The pratings of the Gallic faction at this time remind us of those of the British faction at the commencement of our revolution.

The insignificance of a duty of three pence per pound on tea was echoed and re-echoed as the bait to an admission of the right to bind us in all cases whatsoever.

The tools of France incessantly clamor against the treaty with Britain as the just cause of the resentment of France. It is curious to remark, that in the conferences with our envoys this treaty was never once mentioned by the French agents. Particular passages in the speech of the President are alone specified as a ground of dissatisfaction. This is at once a specimen of the fruitful versatility with which causes of complaint are contrived, and of the very slight foundations on which they are adopted. A temperate expression of sensibility at an outrageous indignity, offered to our government by a member of the Directory, is converted into a mortal offence. The tyrants will not endure a murmur at the blows they inflict. But the dispatches of our envoys, while they do not sanction the charge preferred by the Gallic faction against the treaty, confirm a very serious charge which the friends of the government bring against that faction. They prove by the unreserved confession of her agents, that France places absolute dependence on this party in every event, and counts upon their devotion to her as an encouragement to the hard conditions which they attempt to impose. The people of this country must be infatuated indeed, if after this plain confession they are at a loss for the true source of the evils they suffered, or may hereafter suffer from the despots of France. 'Tis the unnatural league of a portion of our citizens with the oppressors of their country.

TITUS MANLIUS.

A FRENCH FACTION.

1798.

There is a set of men whose mouths are always full of the phrases, British faction-British agents-British influence. Feeling that they themselves are interested in a foreign faction, they imagine that it must be so with every one else-and that whoever will not join with them in sacrificing the interests of their country to another country, must be engaged in an opposite foreign faction-Frenchmen in all their feelings and wishes, they can see in their opponents nothing but Englishmen. Every true American-every really independent man, becomes in their eyes, a British agent-a British emissary.

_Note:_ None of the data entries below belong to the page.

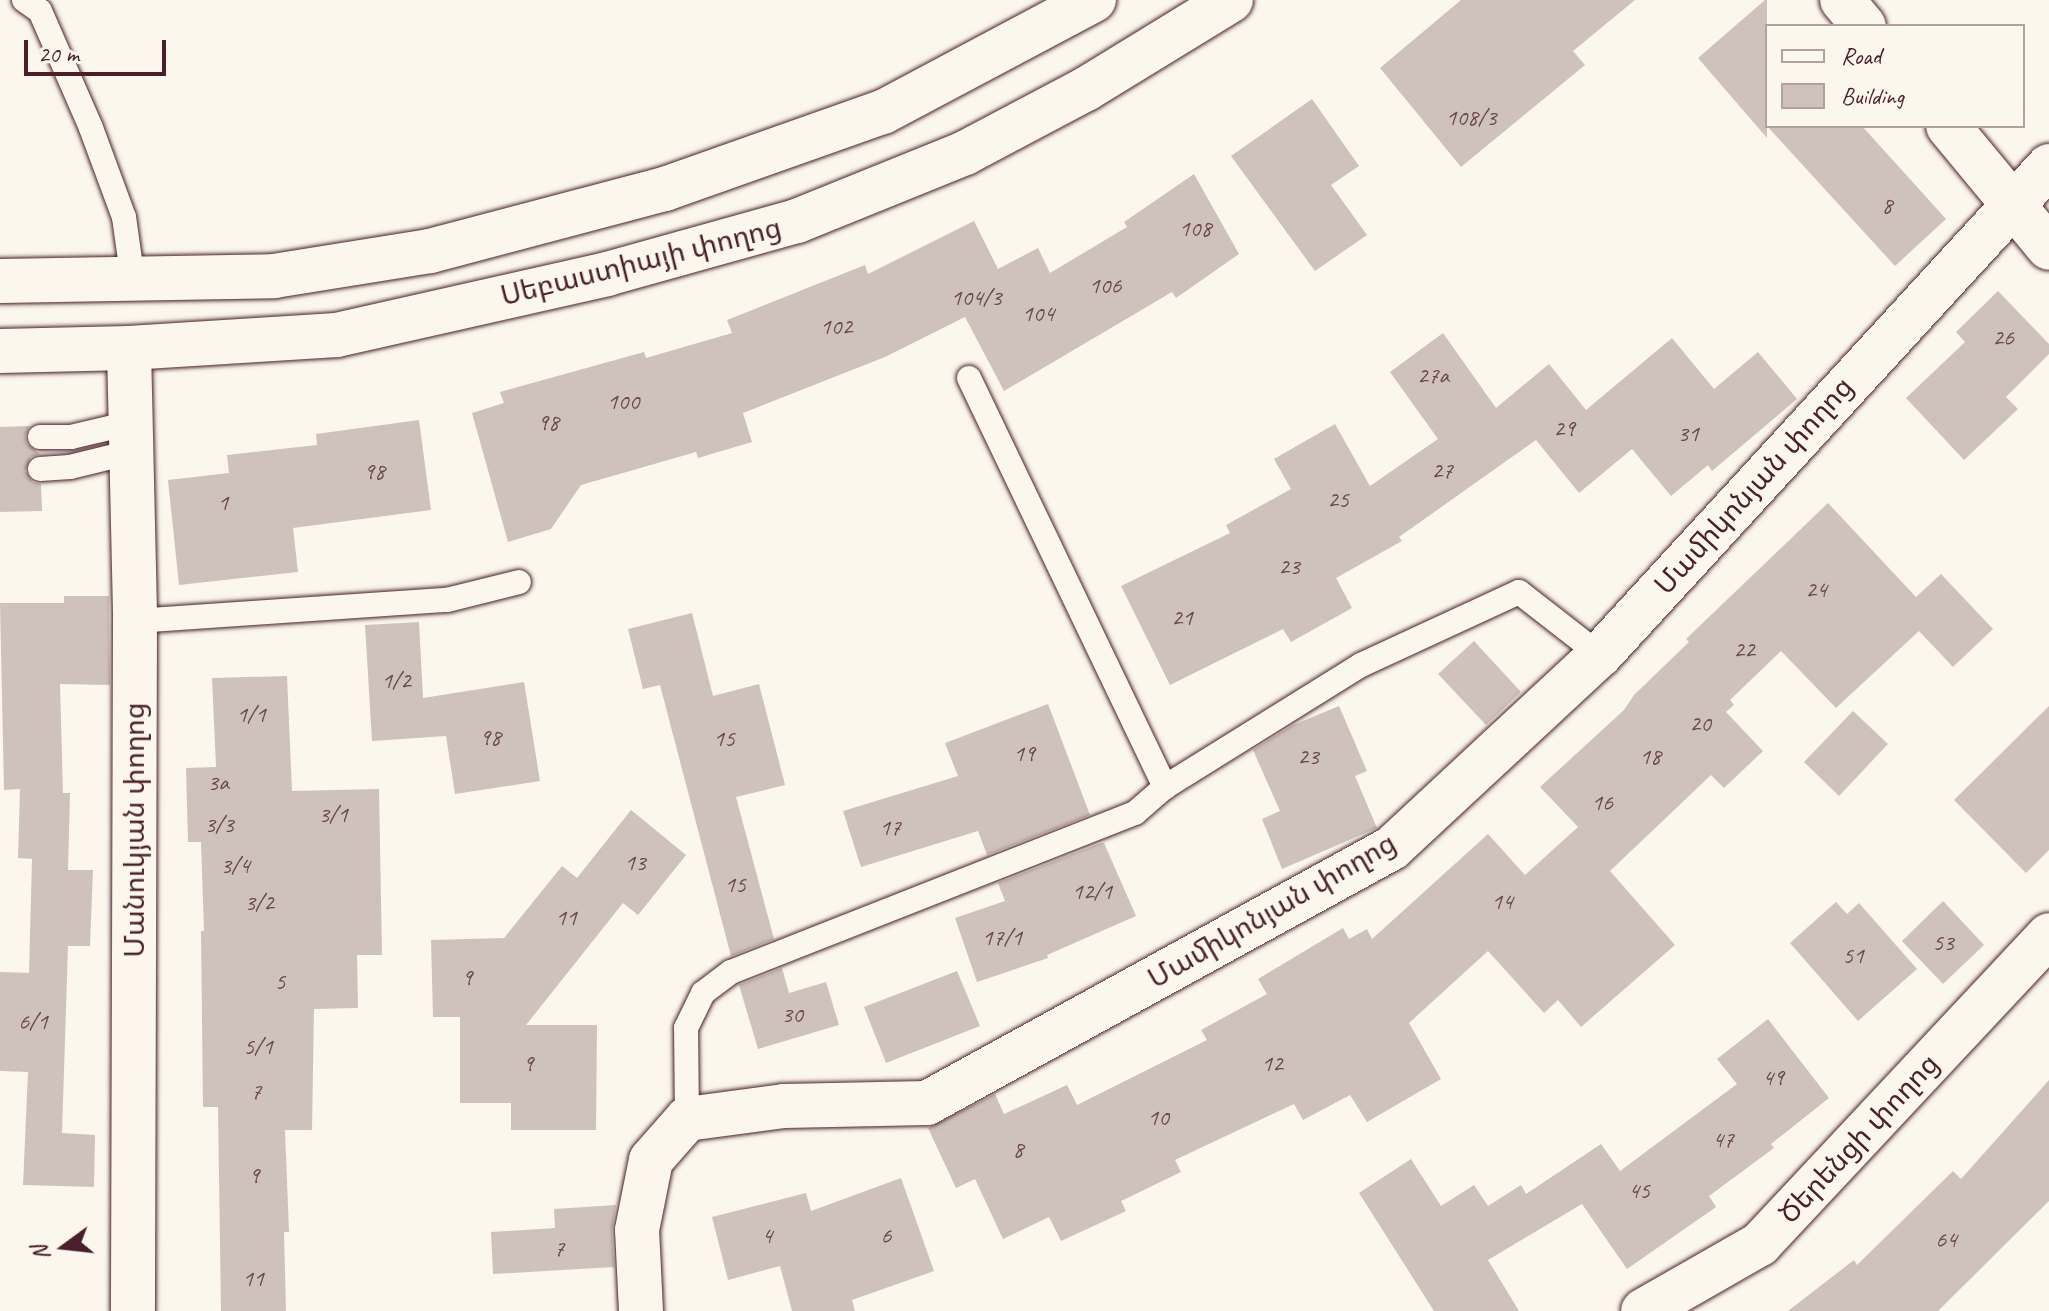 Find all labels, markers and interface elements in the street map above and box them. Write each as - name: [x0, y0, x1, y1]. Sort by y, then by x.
- scale bar: [28, 24, 170, 74]
- legend: [1765, 24, 2025, 128]
- text: 20 m: [38, 39, 79, 69]
- text: Road: [1841, 41, 1881, 71]
- text: Building: [1841, 81, 1904, 111]
- house number: 108/3: [1445, 104, 1497, 132]
- house number: 8: [1882, 192, 1892, 220]
- street label: Սեբաստիայի փողոց: [497, 211, 785, 313]
- house number: 108: [1179, 215, 1211, 243]
- house number: 106: [1089, 272, 1121, 300]
- house number: 104/3: [950, 284, 1002, 312]
- house number: 104: [1022, 300, 1054, 328]
- house number: 102: [820, 313, 852, 341]
- house number: 26: [1992, 324, 2014, 352]
- house number: 27a: [1417, 362, 1449, 390]
- street label: Մամիկոնյան փողոց: [1648, 370, 1860, 602]
- house number: 100: [607, 388, 639, 416]
- house number: 98: [537, 409, 559, 437]
- house number: 29: [1553, 415, 1575, 443]
- house number: 31: [1677, 420, 1699, 448]
- house number: 27: [1431, 457, 1453, 485]
- house number: 98: [363, 458, 385, 486]
- house number: 25: [1327, 486, 1349, 514]
- house number: 1: [218, 489, 228, 517]
- house number: 23: [1278, 553, 1300, 581]
- house number: 24: [1805, 576, 1827, 604]
- house number: 21: [1171, 604, 1193, 632]
- house number: 22: [1733, 636, 1755, 664]
- house number: 1/2: [381, 667, 411, 695]
- house number: 1/1: [236, 701, 266, 729]
- street label: Մանուկյան փողոց: [118, 702, 152, 958]
- house number: 20: [1689, 710, 1711, 738]
- house number: 98: [479, 724, 501, 752]
- house number: 15: [713, 725, 735, 753]
- house number: 19: [1013, 740, 1035, 768]
- house number: 23: [1297, 743, 1319, 771]
- house number: 18: [1639, 743, 1661, 771]
- house number: 3a: [207, 769, 229, 797]
- house number: 16: [1591, 789, 1613, 817]
- house number: 3/1: [318, 801, 348, 829]
- house number: 3/3: [204, 811, 234, 839]
- house number: 17: [879, 814, 901, 842]
- street label: Մամիկոնյան փողոց: [1142, 826, 1402, 996]
- house number: 13: [624, 849, 646, 877]
- house number: 3/4: [220, 852, 250, 880]
- house number: 15: [724, 871, 746, 899]
- house number: 12/1: [1072, 878, 1112, 906]
- house number: 14: [1491, 888, 1513, 916]
- house number: 3/2: [244, 889, 274, 917]
- house number: 11: [555, 904, 577, 932]
- house number: 17/1: [982, 924, 1022, 952]
- house number: 53: [1932, 929, 1954, 957]
- house number: 51: [1842, 942, 1864, 970]
- house number: 9: [462, 964, 472, 992]
- house number: 5: [275, 968, 285, 996]
- house number: 30: [781, 1001, 803, 1029]
- house number: 6/1: [18, 1008, 48, 1036]
- house number: 5/1: [243, 1033, 273, 1061]
- street label: Ծերենցի փողոց: [1772, 1047, 1946, 1231]
- house number: 9: [523, 1050, 533, 1078]
- house number: 12: [1261, 1050, 1283, 1078]
- house number: 49: [1762, 1064, 1784, 1092]
- house number: 7: [251, 1078, 261, 1106]
- house number: 10: [1147, 1104, 1169, 1132]
- house number: 47: [1712, 1126, 1734, 1154]
- house number: 8: [1013, 1136, 1023, 1164]
- house number: 9: [249, 1162, 259, 1190]
- house number: 45: [1628, 1177, 1650, 1205]
- north arrow: [24, 1207, 104, 1287]
- house number: 4: [762, 1222, 772, 1250]
- house number: 6: [881, 1222, 891, 1250]
- house number: 64: [1935, 1226, 1957, 1254]
- house number: 7: [554, 1235, 564, 1263]
- text: N: [26, 1243, 56, 1263]
- house number: 11: [242, 1265, 264, 1293] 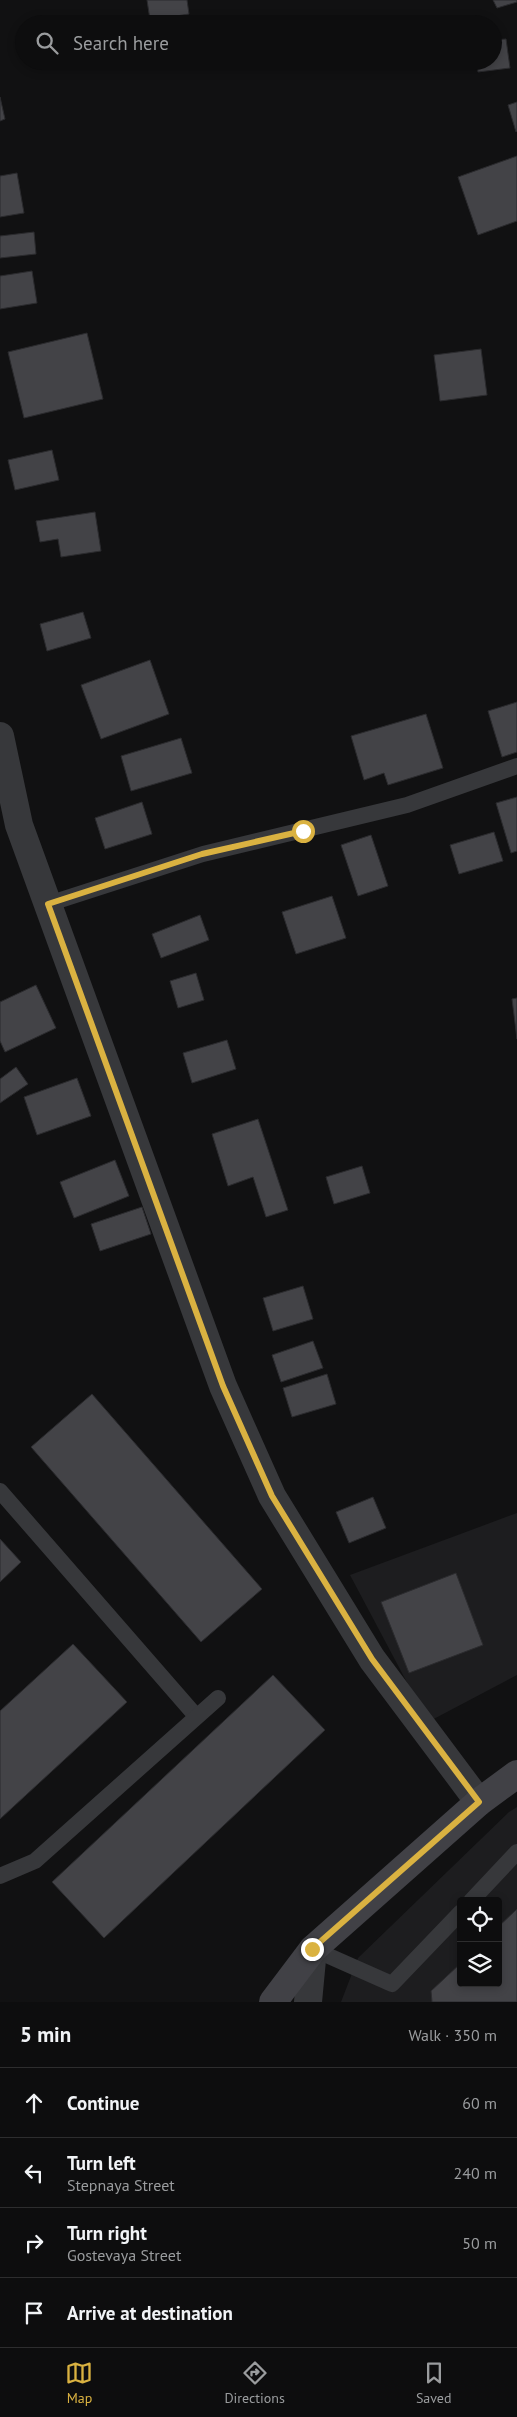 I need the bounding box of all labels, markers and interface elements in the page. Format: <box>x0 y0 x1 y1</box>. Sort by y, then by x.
search box <box>15 15 502 70</box>
icon: search <box>33 29 61 57</box>
text: Search here <box>73 31 169 55</box>
route start <box>292 820 315 843</box>
map controls <box>457 1897 502 1987</box>
button: locate <box>457 1897 502 1942</box>
route end <box>301 1938 324 1961</box>
button: layers <box>457 1942 502 1987</box>
text: 5 min <box>20 2021 71 2048</box>
text: Walk · 350 m <box>408 2025 497 2045</box>
icon: ahead <box>20 2089 48 2117</box>
text: Continue <box>67 2091 139 2115</box>
text: 60 m <box>462 2093 497 2113</box>
text: Turn left <box>67 2151 136 2175</box>
icon: left <box>20 2159 48 2187</box>
text: 240 m <box>454 2163 497 2183</box>
text: Stepnaya Street <box>67 2175 175 2195</box>
text: Turn right <box>67 2221 147 2245</box>
icon: right <box>20 2229 48 2257</box>
text: 50 m <box>462 2233 497 2253</box>
text: Gostevaya Street <box>67 2245 181 2265</box>
icon: arrive <box>20 2299 48 2327</box>
text: Arrive at destination <box>67 2301 233 2325</box>
tab: Map <box>65 2359 93 2407</box>
tab: Directions <box>224 2359 285 2407</box>
tab: Saved <box>416 2359 452 2407</box>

The truth is, that there is in this country a decided French faction, but no other foreign faction. I speak as to those who have a share in the public councils, or in the political influence of the country-those who adhered to Great Britain during the revolution may be presumed, generally, to have still a partiality for her. But the number of those who have at this time any agency in public affairs, is very insignificant. They are neither numerous nor weighty enough to form in the public councils a distinct faction. Nor is it to this description of men that the passage is applied.

The satellites of France have the audacity to bestow it upon men who have risked more in opposition to Great Britain, than but few of them ever did-to men who have given every possible proof of their exclusive devotion to the interests of their own country. Let facts speak. The leaders of the French faction during the war managed to place the minister of the country abroad in a servile dependence on the ministry of France, and but for the virtuous independence of those men, which led them to break their instructions, it is very problematical we should have had as early, or as good a peace as that we obtained. The same men, during the same period, effected the revocation of a commission which had been given for making a commercial

treaty with Great Britain, and again, on the approach of peace, defeated an attempt to produce a renewal of that commission, and thus lost an opportunity known to have been favorable for establishing a beneficial treaty of commerce with that countrythough they have since made the obtaining of such a treaty, a pretext for reiterated attempts to renew hostilities with her. The same men have been constantly laboring, from the first institution of the present government, to render it subservient, not to the advancement of our own manufactures, but to the advancement of the navigation and manufactures of France.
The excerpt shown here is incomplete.